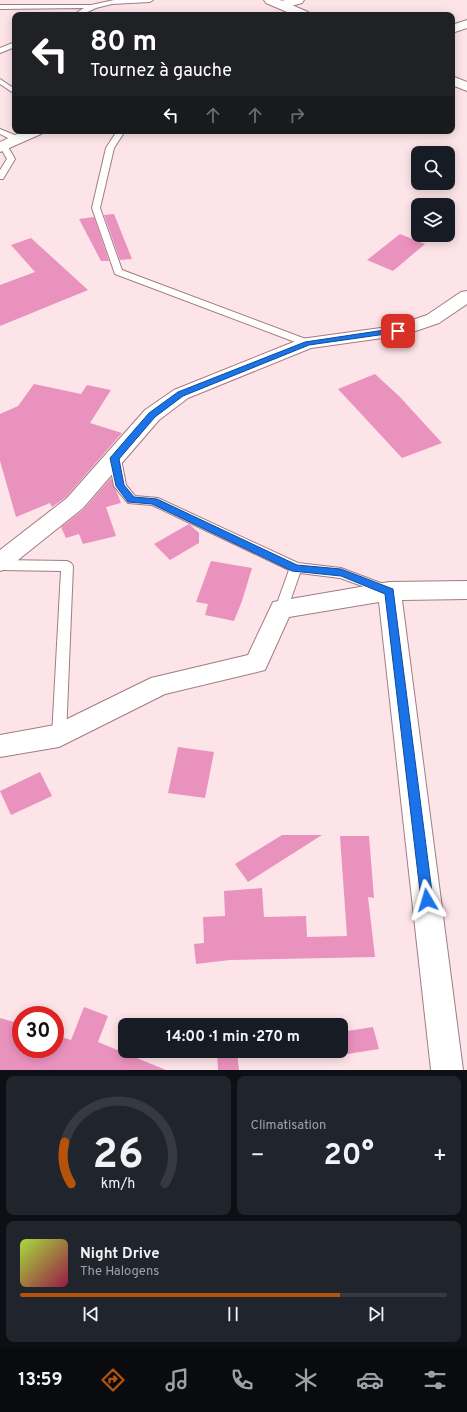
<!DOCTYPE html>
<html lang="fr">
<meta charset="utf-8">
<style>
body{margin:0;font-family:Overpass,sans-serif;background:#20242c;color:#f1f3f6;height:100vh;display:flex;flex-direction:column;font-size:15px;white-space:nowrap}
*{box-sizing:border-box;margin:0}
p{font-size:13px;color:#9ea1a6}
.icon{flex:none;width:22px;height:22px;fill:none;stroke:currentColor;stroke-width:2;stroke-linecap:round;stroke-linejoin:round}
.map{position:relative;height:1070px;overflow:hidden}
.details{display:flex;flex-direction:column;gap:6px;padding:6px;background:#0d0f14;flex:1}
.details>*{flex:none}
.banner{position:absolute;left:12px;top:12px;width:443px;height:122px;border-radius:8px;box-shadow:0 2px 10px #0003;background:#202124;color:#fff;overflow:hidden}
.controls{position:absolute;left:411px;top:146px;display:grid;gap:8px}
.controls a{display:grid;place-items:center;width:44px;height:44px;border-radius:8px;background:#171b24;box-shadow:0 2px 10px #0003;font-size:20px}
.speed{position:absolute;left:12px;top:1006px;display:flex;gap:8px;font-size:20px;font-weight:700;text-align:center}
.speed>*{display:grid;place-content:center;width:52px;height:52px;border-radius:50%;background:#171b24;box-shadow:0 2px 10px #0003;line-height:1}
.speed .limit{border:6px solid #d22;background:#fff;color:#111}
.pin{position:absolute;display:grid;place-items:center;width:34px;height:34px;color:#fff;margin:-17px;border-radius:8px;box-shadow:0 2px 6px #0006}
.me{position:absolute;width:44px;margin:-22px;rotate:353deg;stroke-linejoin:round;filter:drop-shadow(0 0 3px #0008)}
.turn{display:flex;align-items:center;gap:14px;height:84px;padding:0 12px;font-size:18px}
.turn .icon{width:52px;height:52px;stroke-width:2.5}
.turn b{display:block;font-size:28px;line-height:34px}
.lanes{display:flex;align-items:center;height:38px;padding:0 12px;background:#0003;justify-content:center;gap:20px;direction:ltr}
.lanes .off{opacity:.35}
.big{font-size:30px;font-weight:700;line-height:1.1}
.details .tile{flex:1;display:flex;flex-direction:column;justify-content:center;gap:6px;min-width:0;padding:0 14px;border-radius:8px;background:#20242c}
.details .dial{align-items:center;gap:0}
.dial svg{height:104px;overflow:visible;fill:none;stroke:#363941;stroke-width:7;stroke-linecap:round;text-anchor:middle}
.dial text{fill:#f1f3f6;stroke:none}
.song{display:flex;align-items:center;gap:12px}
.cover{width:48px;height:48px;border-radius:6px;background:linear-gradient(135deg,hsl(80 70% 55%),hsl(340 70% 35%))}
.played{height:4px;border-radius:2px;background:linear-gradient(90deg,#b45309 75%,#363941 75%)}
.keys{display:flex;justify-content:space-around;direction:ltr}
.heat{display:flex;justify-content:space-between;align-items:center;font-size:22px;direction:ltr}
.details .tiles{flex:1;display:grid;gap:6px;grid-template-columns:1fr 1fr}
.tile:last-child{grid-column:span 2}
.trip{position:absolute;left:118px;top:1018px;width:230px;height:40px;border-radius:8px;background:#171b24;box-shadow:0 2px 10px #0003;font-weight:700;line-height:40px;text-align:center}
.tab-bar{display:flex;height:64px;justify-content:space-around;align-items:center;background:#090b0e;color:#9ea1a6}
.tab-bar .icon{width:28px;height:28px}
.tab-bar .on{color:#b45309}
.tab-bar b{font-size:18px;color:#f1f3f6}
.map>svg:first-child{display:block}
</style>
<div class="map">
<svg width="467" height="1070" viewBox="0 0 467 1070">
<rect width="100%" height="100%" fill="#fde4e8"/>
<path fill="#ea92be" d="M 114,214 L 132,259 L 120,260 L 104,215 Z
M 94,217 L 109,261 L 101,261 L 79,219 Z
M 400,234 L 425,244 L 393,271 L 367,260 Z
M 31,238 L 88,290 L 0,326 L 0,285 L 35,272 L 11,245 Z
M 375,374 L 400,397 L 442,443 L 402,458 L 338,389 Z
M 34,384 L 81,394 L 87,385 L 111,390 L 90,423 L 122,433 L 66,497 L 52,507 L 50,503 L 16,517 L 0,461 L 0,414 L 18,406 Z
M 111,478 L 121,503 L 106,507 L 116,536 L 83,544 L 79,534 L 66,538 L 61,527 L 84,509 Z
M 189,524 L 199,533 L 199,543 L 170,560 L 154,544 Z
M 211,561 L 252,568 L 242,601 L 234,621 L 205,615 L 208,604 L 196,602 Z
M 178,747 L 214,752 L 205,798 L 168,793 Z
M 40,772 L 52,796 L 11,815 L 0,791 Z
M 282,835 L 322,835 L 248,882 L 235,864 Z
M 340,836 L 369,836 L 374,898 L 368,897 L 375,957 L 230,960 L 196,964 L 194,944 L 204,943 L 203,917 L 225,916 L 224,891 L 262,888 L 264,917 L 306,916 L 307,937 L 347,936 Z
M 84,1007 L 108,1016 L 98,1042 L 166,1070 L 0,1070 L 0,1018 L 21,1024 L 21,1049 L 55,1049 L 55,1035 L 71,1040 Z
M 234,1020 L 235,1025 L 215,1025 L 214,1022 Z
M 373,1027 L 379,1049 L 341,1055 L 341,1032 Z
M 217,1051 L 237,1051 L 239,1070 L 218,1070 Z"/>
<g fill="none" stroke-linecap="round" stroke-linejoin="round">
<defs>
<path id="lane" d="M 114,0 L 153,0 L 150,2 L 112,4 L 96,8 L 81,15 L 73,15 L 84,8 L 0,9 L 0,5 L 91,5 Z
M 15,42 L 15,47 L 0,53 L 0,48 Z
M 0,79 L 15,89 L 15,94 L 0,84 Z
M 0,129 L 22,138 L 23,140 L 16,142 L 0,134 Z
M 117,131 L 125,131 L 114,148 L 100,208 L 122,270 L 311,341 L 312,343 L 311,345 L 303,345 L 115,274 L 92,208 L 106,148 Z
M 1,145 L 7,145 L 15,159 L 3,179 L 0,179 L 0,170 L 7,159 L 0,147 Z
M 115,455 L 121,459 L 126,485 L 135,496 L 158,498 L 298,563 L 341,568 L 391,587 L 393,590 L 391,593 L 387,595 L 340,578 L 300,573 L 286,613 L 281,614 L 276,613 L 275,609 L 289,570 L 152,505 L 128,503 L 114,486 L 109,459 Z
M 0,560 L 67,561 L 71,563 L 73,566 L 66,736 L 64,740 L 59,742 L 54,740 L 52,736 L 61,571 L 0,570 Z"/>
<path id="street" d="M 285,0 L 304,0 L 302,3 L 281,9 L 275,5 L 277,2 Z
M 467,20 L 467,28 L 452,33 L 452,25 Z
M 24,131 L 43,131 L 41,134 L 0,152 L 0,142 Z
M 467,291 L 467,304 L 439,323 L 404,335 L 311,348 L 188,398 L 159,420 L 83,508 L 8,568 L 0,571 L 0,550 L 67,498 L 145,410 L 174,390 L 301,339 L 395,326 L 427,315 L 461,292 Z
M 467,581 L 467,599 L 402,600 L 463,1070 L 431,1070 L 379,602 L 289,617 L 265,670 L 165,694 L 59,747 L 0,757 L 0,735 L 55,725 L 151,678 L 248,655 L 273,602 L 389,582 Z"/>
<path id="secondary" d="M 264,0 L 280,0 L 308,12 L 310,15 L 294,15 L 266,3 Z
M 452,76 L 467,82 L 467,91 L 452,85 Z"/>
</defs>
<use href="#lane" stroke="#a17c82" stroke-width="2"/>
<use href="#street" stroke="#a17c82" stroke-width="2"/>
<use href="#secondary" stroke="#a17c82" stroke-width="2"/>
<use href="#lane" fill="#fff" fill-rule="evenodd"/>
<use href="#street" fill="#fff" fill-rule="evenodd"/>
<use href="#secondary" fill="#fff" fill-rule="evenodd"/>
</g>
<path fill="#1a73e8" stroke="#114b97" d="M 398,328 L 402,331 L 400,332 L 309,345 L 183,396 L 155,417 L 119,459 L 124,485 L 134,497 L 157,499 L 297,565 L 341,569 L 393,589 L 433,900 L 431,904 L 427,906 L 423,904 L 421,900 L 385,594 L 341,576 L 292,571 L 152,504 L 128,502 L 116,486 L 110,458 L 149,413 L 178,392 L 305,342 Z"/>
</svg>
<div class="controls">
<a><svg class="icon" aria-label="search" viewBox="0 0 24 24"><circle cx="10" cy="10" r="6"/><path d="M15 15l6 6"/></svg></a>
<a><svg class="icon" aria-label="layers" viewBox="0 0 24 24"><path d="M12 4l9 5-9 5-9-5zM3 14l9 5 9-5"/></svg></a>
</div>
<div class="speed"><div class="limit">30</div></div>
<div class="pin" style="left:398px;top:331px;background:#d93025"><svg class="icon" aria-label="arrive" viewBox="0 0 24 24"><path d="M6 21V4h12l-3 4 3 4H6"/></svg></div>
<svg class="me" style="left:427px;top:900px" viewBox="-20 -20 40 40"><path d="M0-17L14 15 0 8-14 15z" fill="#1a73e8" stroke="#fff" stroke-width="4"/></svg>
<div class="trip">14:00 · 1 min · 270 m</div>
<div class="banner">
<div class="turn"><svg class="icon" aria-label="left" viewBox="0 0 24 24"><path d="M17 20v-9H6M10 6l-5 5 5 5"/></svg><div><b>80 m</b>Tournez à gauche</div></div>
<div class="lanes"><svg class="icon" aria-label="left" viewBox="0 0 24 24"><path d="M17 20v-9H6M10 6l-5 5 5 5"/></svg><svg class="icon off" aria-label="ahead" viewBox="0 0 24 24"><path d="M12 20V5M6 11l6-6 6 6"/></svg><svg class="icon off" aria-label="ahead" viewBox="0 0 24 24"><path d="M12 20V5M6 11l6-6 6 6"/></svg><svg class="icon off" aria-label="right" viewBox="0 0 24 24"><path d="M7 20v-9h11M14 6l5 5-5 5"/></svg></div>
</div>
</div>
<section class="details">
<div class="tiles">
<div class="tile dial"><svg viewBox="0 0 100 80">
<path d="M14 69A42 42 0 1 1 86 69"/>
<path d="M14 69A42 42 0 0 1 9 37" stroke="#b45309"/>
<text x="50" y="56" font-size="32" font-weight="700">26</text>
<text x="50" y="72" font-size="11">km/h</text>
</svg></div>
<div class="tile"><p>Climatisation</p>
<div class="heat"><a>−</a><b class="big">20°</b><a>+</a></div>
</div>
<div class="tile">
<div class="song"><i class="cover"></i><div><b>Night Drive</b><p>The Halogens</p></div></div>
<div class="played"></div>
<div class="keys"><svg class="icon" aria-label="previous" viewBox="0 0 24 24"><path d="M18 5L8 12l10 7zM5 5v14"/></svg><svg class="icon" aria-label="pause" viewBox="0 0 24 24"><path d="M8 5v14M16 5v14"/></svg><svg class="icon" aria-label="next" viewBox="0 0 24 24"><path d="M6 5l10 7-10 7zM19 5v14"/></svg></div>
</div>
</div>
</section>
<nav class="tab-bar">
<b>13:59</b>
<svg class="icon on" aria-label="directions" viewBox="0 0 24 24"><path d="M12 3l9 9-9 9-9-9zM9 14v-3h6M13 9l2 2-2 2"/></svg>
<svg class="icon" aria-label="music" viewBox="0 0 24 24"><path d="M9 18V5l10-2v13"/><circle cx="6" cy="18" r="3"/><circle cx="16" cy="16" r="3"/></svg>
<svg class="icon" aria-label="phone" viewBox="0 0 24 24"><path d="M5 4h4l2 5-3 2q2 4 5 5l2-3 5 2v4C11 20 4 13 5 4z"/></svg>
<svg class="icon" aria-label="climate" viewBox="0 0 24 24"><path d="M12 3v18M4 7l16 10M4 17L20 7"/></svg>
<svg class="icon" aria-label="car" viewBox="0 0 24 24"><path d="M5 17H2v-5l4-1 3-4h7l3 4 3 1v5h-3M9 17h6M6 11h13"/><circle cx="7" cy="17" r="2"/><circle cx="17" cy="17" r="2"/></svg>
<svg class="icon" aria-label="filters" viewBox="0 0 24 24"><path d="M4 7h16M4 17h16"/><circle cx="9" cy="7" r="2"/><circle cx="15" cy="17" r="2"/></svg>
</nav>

----------------

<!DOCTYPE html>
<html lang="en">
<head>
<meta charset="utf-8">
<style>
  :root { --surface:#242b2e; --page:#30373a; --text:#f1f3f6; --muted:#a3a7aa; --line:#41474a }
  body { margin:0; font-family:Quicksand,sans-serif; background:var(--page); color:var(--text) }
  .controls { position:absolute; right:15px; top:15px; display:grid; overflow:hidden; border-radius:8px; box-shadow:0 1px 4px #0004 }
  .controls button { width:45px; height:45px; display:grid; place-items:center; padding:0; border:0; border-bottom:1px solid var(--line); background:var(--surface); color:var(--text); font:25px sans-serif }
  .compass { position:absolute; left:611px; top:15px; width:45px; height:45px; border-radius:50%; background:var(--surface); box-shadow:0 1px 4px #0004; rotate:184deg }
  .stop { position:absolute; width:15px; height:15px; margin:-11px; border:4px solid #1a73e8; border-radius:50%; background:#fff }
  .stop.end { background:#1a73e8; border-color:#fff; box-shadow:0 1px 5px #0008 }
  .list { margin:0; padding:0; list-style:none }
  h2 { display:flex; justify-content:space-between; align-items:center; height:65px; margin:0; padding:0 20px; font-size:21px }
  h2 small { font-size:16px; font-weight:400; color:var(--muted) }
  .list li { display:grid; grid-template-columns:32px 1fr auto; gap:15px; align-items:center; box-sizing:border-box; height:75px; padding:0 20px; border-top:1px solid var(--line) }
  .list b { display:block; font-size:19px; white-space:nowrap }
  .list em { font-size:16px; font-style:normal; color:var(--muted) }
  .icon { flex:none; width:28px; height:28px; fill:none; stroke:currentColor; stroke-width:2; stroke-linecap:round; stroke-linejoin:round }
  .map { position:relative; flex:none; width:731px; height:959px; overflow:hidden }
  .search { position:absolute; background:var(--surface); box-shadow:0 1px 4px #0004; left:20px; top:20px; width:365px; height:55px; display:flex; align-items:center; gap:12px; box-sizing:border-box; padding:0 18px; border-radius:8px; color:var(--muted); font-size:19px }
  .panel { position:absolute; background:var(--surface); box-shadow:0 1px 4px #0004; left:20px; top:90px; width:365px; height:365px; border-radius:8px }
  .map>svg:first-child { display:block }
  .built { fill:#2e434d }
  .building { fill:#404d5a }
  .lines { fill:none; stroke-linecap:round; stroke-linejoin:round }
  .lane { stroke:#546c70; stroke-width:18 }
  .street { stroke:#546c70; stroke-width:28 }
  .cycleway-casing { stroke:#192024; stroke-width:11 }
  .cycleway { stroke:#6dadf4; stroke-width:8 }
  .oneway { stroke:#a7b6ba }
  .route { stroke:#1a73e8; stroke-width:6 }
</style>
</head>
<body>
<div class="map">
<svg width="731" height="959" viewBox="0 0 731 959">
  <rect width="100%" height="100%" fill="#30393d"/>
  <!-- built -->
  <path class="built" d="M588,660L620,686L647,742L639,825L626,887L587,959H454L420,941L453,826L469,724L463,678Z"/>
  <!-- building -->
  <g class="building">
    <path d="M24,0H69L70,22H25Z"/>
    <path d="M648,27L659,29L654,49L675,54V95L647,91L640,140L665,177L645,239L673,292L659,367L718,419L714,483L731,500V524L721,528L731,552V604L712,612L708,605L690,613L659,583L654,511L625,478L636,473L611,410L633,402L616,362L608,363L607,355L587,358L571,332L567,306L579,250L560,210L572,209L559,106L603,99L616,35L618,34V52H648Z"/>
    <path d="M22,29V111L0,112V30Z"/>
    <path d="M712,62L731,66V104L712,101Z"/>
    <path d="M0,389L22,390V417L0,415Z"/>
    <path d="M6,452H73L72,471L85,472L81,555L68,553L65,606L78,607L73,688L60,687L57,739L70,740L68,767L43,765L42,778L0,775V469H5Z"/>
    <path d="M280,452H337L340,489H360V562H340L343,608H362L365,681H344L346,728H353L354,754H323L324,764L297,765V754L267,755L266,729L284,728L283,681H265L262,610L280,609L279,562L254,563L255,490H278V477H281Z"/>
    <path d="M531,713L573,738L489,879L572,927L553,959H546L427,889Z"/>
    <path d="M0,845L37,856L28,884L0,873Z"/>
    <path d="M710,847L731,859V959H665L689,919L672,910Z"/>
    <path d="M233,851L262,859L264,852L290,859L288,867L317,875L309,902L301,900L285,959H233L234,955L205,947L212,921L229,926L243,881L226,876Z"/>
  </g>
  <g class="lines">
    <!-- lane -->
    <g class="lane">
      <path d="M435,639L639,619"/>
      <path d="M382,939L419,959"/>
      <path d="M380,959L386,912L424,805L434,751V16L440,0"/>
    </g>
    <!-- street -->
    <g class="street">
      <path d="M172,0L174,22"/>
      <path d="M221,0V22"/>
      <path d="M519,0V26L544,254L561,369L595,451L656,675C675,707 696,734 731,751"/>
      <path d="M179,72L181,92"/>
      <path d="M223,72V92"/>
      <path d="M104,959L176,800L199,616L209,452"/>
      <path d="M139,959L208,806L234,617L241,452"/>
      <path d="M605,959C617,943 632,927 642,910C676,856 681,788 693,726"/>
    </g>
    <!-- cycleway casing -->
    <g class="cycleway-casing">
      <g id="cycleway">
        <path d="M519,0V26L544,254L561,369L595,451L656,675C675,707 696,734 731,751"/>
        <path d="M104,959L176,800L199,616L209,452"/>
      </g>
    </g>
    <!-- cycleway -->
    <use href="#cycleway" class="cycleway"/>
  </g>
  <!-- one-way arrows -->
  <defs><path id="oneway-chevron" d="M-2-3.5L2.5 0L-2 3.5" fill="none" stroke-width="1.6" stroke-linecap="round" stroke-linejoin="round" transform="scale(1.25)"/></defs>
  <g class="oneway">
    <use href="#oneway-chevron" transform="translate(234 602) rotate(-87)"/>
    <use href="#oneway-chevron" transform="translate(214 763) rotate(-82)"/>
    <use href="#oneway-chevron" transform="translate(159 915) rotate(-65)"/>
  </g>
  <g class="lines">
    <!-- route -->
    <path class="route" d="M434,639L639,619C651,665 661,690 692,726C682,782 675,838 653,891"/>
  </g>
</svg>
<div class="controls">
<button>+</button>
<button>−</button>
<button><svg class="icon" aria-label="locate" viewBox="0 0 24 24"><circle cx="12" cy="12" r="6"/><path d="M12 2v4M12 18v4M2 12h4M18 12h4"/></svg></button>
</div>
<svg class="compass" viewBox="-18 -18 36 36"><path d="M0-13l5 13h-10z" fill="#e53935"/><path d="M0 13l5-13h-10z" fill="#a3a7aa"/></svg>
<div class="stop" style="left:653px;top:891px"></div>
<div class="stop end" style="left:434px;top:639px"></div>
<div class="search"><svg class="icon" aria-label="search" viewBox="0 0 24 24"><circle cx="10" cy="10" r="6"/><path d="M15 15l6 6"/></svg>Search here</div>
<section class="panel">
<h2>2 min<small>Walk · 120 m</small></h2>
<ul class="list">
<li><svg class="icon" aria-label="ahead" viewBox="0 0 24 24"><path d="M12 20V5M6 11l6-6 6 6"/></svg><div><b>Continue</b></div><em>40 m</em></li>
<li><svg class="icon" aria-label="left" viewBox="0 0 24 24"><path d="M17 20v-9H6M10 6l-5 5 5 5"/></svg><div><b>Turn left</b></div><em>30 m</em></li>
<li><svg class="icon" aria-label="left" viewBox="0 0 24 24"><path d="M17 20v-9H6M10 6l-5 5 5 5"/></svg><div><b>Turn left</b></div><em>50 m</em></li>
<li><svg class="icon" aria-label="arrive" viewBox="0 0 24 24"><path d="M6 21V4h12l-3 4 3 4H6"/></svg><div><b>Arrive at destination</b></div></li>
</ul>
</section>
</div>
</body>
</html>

----------------

→ THE PROBLEM:
Look through the records for the string "built". Copy every line that has it.

→ TASK RESPONSE:
  .built { fill:#2e434d }
  <!-- built -->
  <path class="built" d="M588,660L620,686L647,742L639,825L626,887L587,959H454L420,941L453,826L469,724L463,678Z"/>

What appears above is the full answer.